Normal reference values of left ventricular volumetric parameters in healthy adults—real-life single-center experience from the three-dimensional speckle-tracking echocardiographic MAGYAR-Healthy Study
Original Article

Normal reference values of left ventricular volumetric parameters in healthy adults—real-life single-center experience from the three-dimensional speckle-tracking echocardiographic MAGYAR-Healthy Study

Árpád Kormányos, Anita Kalapos, Péter Domsik, Nándor Gyenes, Csaba Lengyel, Attila Nemes

Department of Medicine, Medical Faculty, Albert Szent-Györgyi Clinical Center, University of Szeged, Szeged, Hungary

Correspondence to: Attila Nemes, MD, PhD, DSc, FESC. Department of Medicine, Medical Faculty, Albert Szent-Györgyi Clinical Center, University of Szeged, H-6725 Szeged, Semmelweis street 8, Hungary. Email: nemes.attila@med.u-szeged.hu.

Background: The left ventricle (LV) is the pump of the peripheral circulation, therefore its non-invasive accurate volumetric and functional assessment is essential.

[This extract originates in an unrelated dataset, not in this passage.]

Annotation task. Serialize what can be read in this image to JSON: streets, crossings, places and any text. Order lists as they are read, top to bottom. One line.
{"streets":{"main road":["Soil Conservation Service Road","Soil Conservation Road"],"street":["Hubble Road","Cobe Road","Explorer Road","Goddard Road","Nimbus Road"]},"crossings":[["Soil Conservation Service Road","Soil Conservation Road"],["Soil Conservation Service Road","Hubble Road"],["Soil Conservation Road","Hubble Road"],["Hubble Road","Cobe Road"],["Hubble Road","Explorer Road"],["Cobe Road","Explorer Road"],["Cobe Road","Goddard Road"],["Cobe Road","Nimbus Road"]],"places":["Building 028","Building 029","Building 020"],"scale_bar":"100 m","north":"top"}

Three-dimensional (3D) speckle-tracking echocardiography (STE) is a new tool with capability of quantification of LV volumes and ejection fraction (EF). In the present study, age- and gender-dependency of 3DSTE-derived LV volumetric parameters were aimed to be quantified in healthy adults.

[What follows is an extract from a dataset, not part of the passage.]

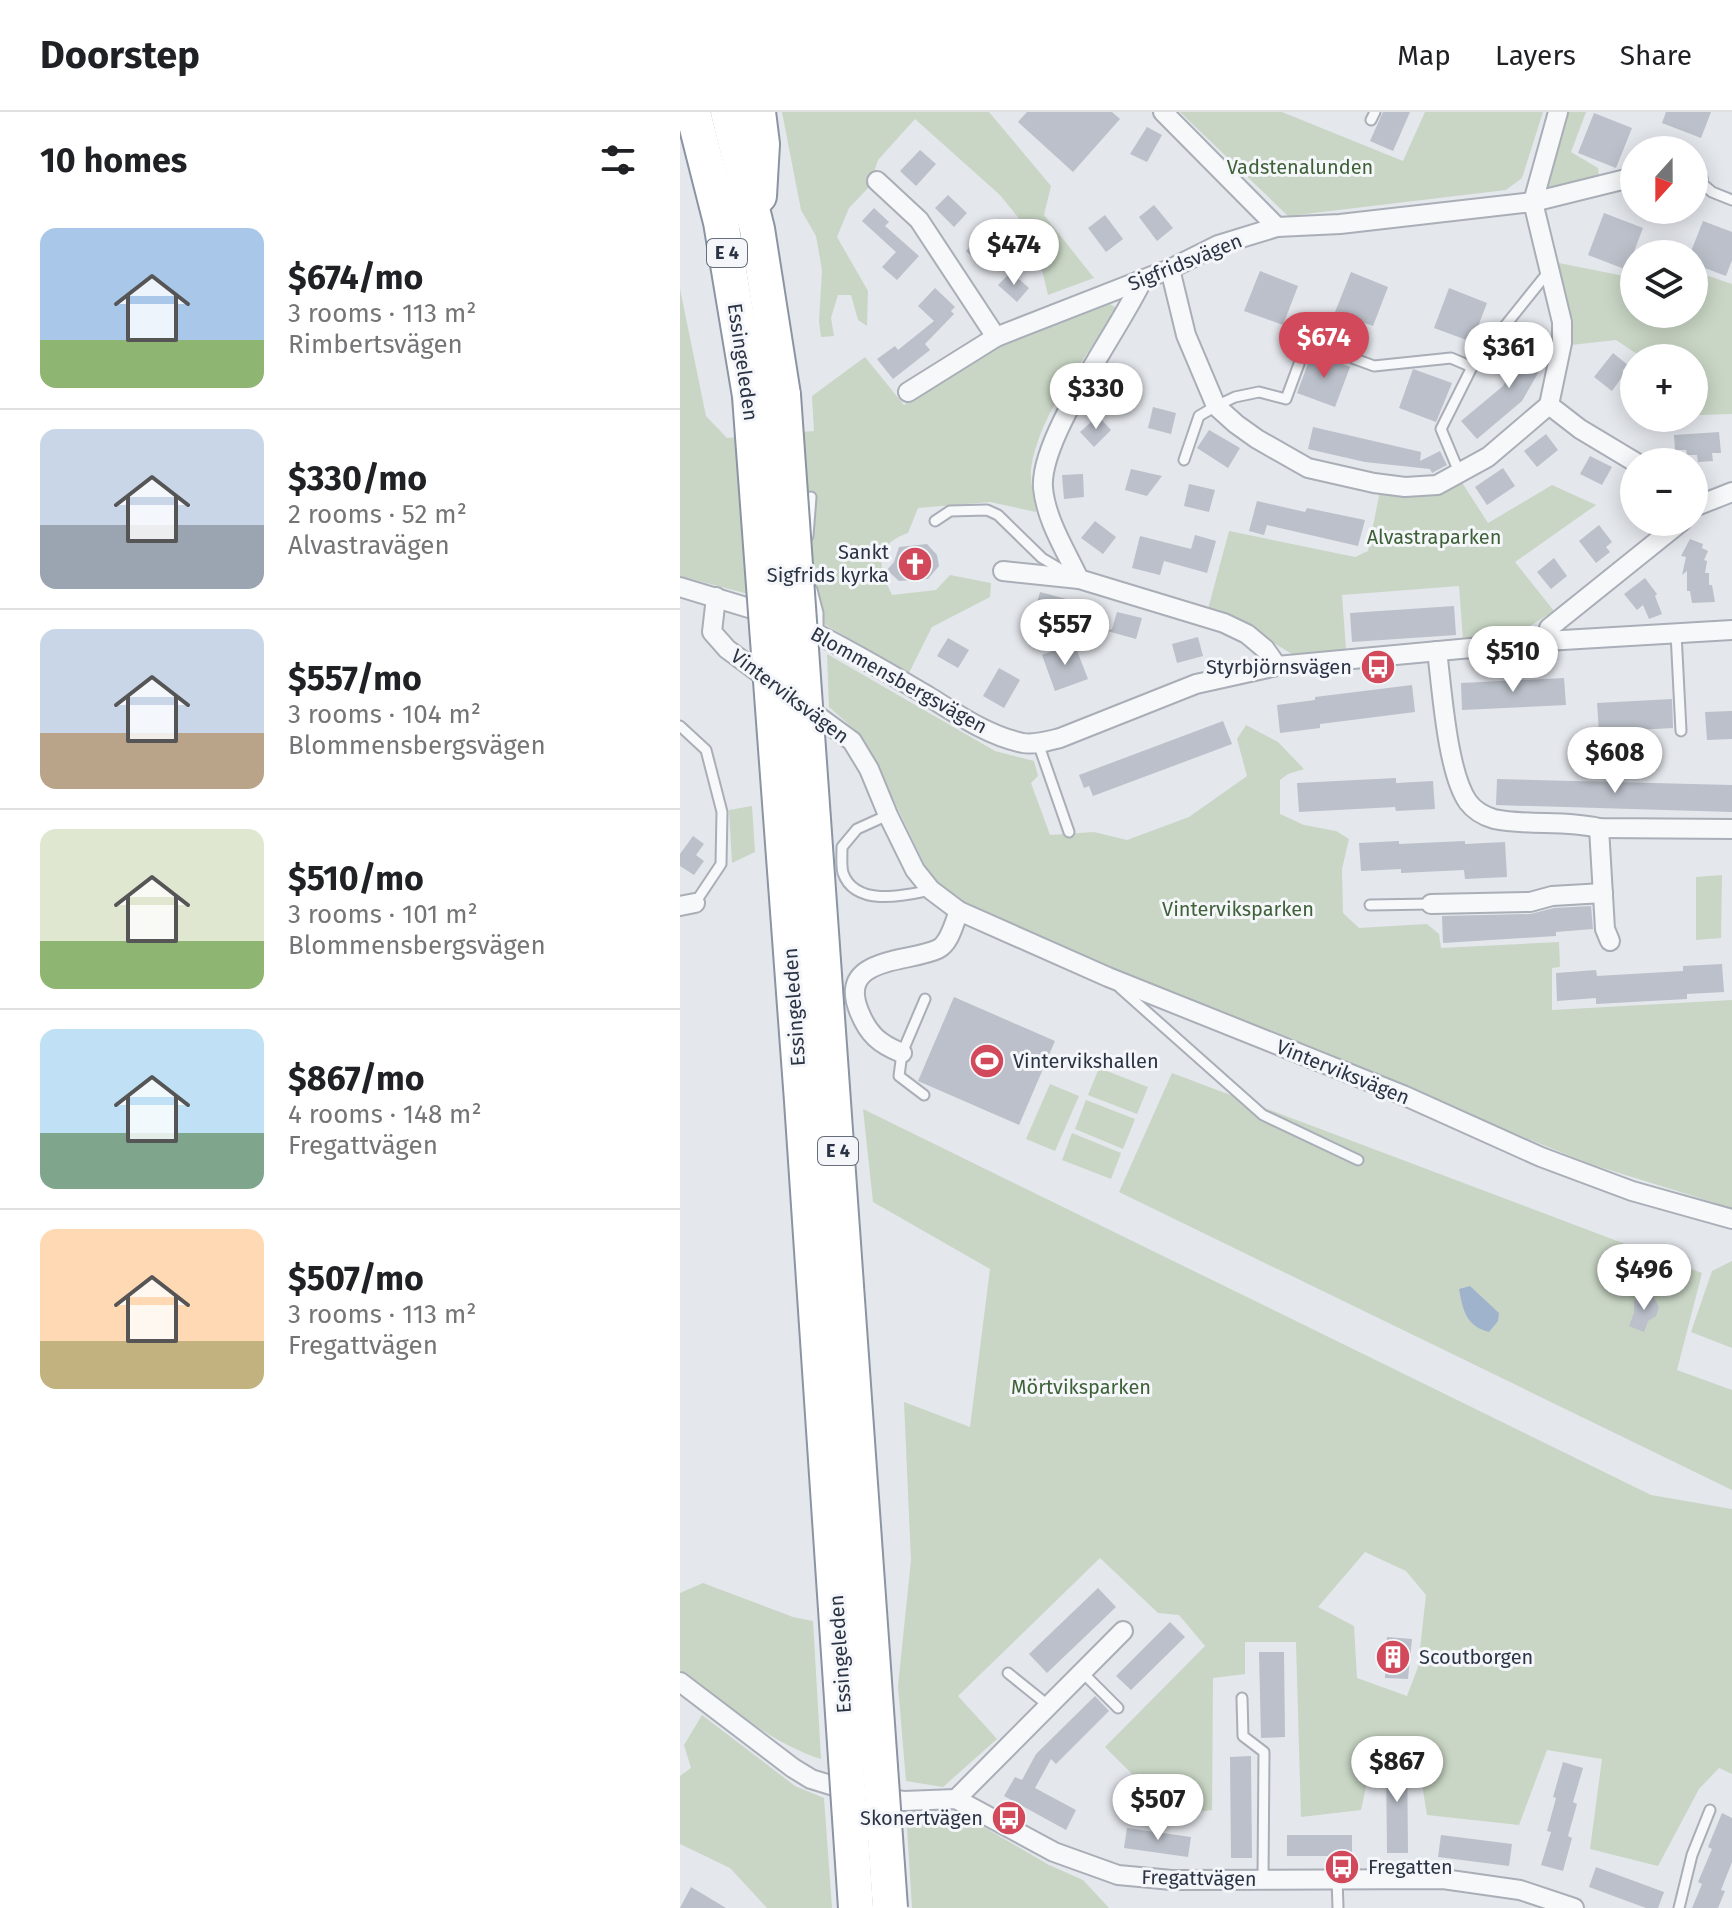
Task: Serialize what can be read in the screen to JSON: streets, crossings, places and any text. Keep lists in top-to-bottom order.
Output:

Methods: The present study involved 298 healthy adults. Data acquisition took place over a 6 year period (2011–2017), during which 123 adults had to be excluded due to inferior image quality. The study population was further divided into 4 groups based on age decades. In every case, a complete two-dimensional echocardiography was performed followed by 3DSTE examination.

Results: No significant differences were detected between the different age groups regarding 3D end-diastolic volume (EDV) and 3D end-systolic volume (ESV) and their body surface area (BSA)-indexed counterpart. 3DEF differed significantly between the 30–39-year-old males and 40–49-year-old males (P=0.04). Between the youngest and oldest patient group, only 3D left ventricular mass (LVM) was significantly different (P=0.02). The 18–29-year-old females had a significantly different 3DLVM (P<0.001) compared to that of the 50+ year-old females. Between the 40–49-year-old and 50+ year-old females 3DLVM (P=0.02) and BSA-indexed 3DLVM (P=0.05) proved to be significantly different.

Conclusions: 3DSTE seems to be a reasonably viable tool for the quantification of LV volumetric parameters.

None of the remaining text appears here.